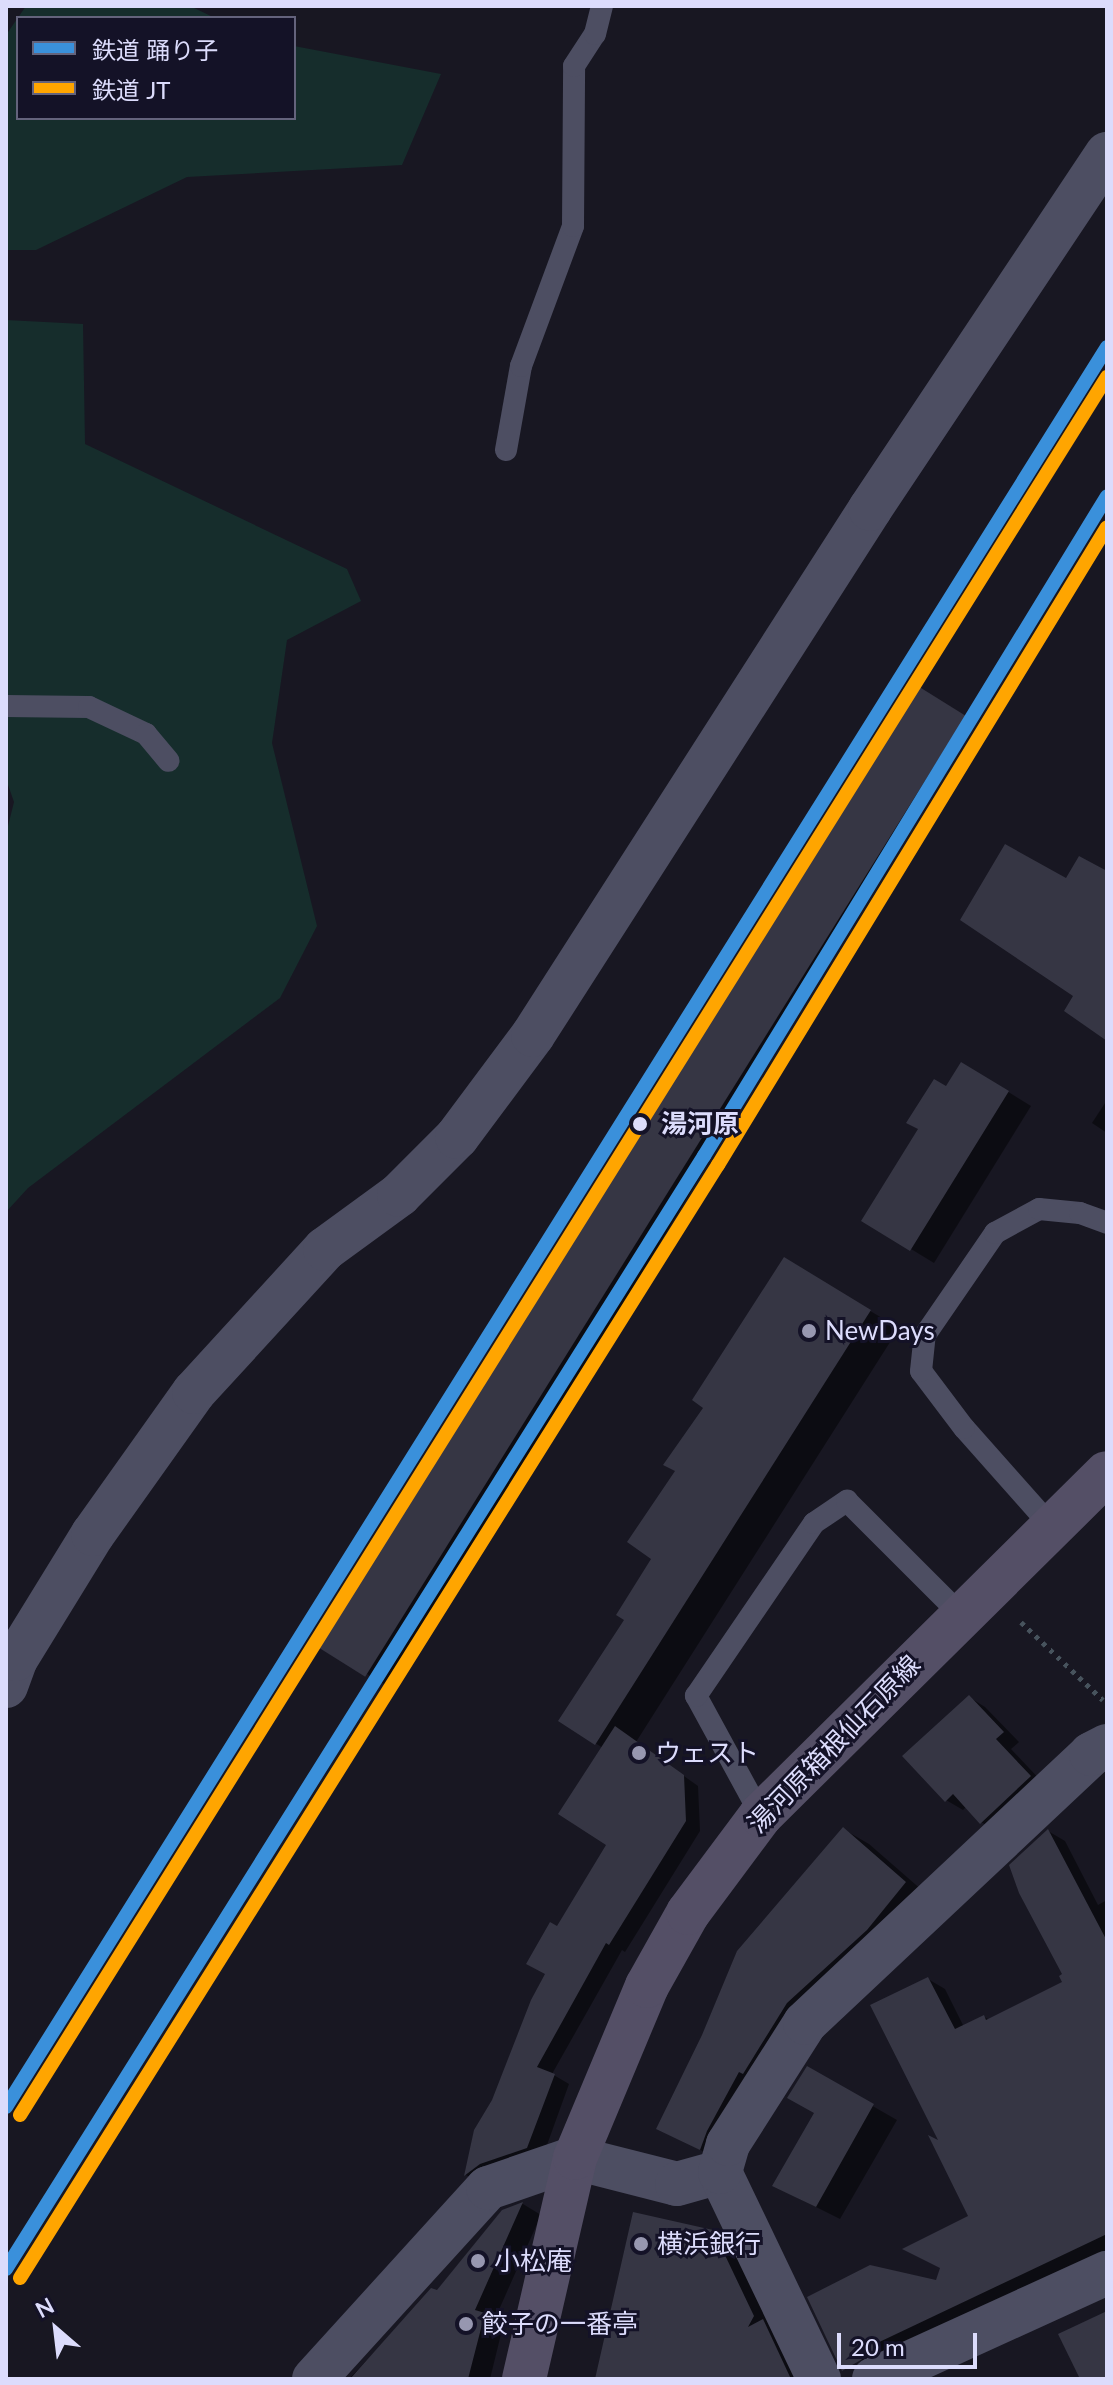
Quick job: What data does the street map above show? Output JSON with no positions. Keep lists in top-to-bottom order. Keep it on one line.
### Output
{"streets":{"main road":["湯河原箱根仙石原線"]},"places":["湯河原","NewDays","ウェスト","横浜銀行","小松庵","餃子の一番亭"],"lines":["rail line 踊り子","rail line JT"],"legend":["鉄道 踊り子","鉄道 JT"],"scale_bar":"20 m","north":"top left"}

☆ ☆ ☆ ☆

Action item: The output has to match the data above line for line, except that pictures are dropped.

Written response:
Quick job: What data does the street map above show? Output JSON with no positions. Keep lists in top-to-bottom order. Keep it on one line.
### Output
{"streets":{"main road":["湯河原箱根仙石原線"]},"places":["湯河原","NewDays","ウェスト","横浜銀行","小松庵","餃子の一番亭"],"lines":["rail line 踊り子","rail line JT"],"legend":["鉄道 踊り子","鉄道 JT"],"scale_bar":"20 m","north":"top left"}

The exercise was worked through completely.